Rien ne reste immuable... même la composition. Cela semble plus un vœu pieu que la réalité en parcourant les pages Flickr, où l’on peine à imaginer que les choses ont évolué depuis des décennies Cependant à l’avant-garde de la photo contemporaine, un nouvel imaginaire est à l’œuvre, souvent associé au désir de renverser les normes. On peut s’en rendre compte sur des plateformes comme lensculture.com, qui rassemblent et présentent quelques-uns des meilleurs talents.
Cela concerne tous les aspects de la photographie bien sûr, mais ici je préfère me concentrer sur la composition, car c’est la première aptitude que chacun peut expérimenter en prenant une photo. Peu importe les sujets ou les lieux. Il n’est pas nécessaire qu’ils soient particuliers, exotiques ou précieux pour s’en rendre compte. Par les seules expérimentations des coïncidences graphiques et des alignements ou autres, quel que soit le sujet, on peut toujours en faire quelque chose de différent. Passionnément prometteur !

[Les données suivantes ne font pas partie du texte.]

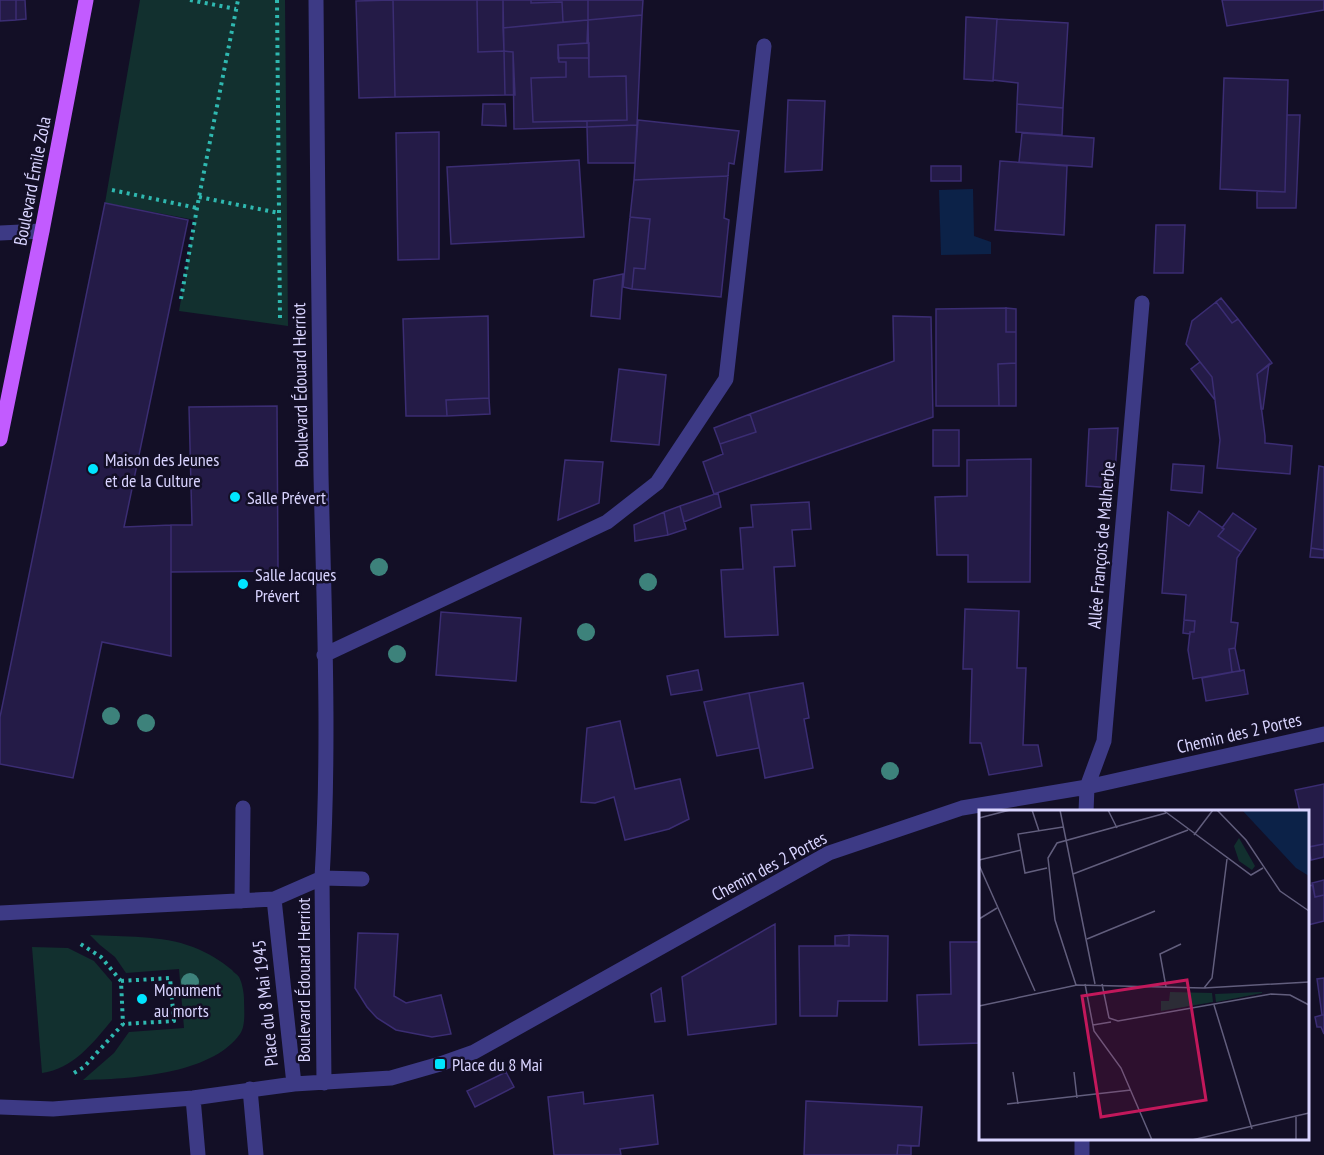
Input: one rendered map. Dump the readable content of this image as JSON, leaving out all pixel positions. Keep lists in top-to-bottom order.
{
  "streets": {
    "main road": ["Boulevard Émile Zola"],
    "street": [
      "Boulevard Édouard Herriot",
      "Allée François de Malherbe",
      "Chemin des 2 Portes",
      "Place du 8 Mai 1945"
    ]
  },
  "crossings": [
    ["Boulevard Édouard Herriot", "Chemin des 2 Portes"],
    ["Boulevard Édouard Herriot", "Place du 8 Mai 1945"],
    ["Allée François de Malherbe", "Chemin des 2 Portes"],
    ["Chemin des 2 Portes", "Place du 8 Mai 1945"]
  ],
  "places": {
    "other": [
      "Maison des Jeunes et de la Culture",
      "Salle Prévert",
      "Salle Jacques Prévert",
      "Monument au morts"
    ],
    "transit": ["Place du 8 Mai"]
  }
}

De nombreux photographes persistent à croire qu’il existe des règles de composition, qu’elles doivent être suivies dans un certain ordre et répondre à certaines attentes. Bien sûr les règles sont conçues pour que les choses fonctionnent toujours de la même façon par exemple, pour ce qui relève de la technique, mais ce n’est pas vrai pour l’art. La photographie est si immédiate et universelle qu’elle exige un renouvellement à chaque fois.

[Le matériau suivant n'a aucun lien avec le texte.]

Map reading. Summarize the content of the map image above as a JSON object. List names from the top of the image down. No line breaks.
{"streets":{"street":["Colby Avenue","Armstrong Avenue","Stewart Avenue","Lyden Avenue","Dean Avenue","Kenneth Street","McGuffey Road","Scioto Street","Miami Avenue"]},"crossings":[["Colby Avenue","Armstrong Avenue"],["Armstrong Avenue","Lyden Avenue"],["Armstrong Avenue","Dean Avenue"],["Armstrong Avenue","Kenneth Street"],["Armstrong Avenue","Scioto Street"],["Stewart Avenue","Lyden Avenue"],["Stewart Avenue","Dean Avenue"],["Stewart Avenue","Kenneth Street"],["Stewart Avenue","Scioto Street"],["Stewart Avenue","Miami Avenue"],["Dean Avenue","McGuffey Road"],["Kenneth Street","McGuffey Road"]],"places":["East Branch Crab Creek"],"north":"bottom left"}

La photographie s’est tant démocratisée de nos jours, avec si peu de différence entre professionnels et amateurs, pour ceux qui sont remarqués et « likés » en ligne, que j’observe bien plus d’expérimentations techniques comme sortir du cadre, faire des juxtapositions étranges, des premiers-plans délibérément flous, des diptyques, triptyques, panoramas piqués, photographies « installations »...
On a déjà assisté à cela par le passé, comme Robert Franck inclinant l’appareil photo et obtenant des choses bizarres obscurcissant une partie du paysage, Guy Bourdin plaçant des modèles dans des endroits incongrus de sa composition, Hiroshi Sugimoto et Andreas Gursky, minimalisant jusqu’à l’abstraction. Progressivement, beaucoup de ces expérimentations de plus en plus sophistiquées ont été acceptées par un plus large public. Ce qui est nouveau désormais, c’est l’échelle de cette expérimentation, qui s’est étendue à un spectre élargi de personnes qui ne se considèrent pas comme photographes. Le terrain de jeu est donc plus vaste que jamais.
En lieu et place de règles, la composition s’appuie sur des fondamentaux qui sont bien moins contraignants. Ainsi, une composition efficace doit susciter l’attention du spectateur et n’être jamais ennuyeuse. Un autre principe de base consiste à organiser ce qui est dans le cadre selon ce que l’on veut montrer au spectateur. Un autre encore est de simplement savoir à quoi les gens réagissent quand ils regardent des images (et d’utiliser ou non ce savoir selon son projet). Voilà ce qui reste immuable.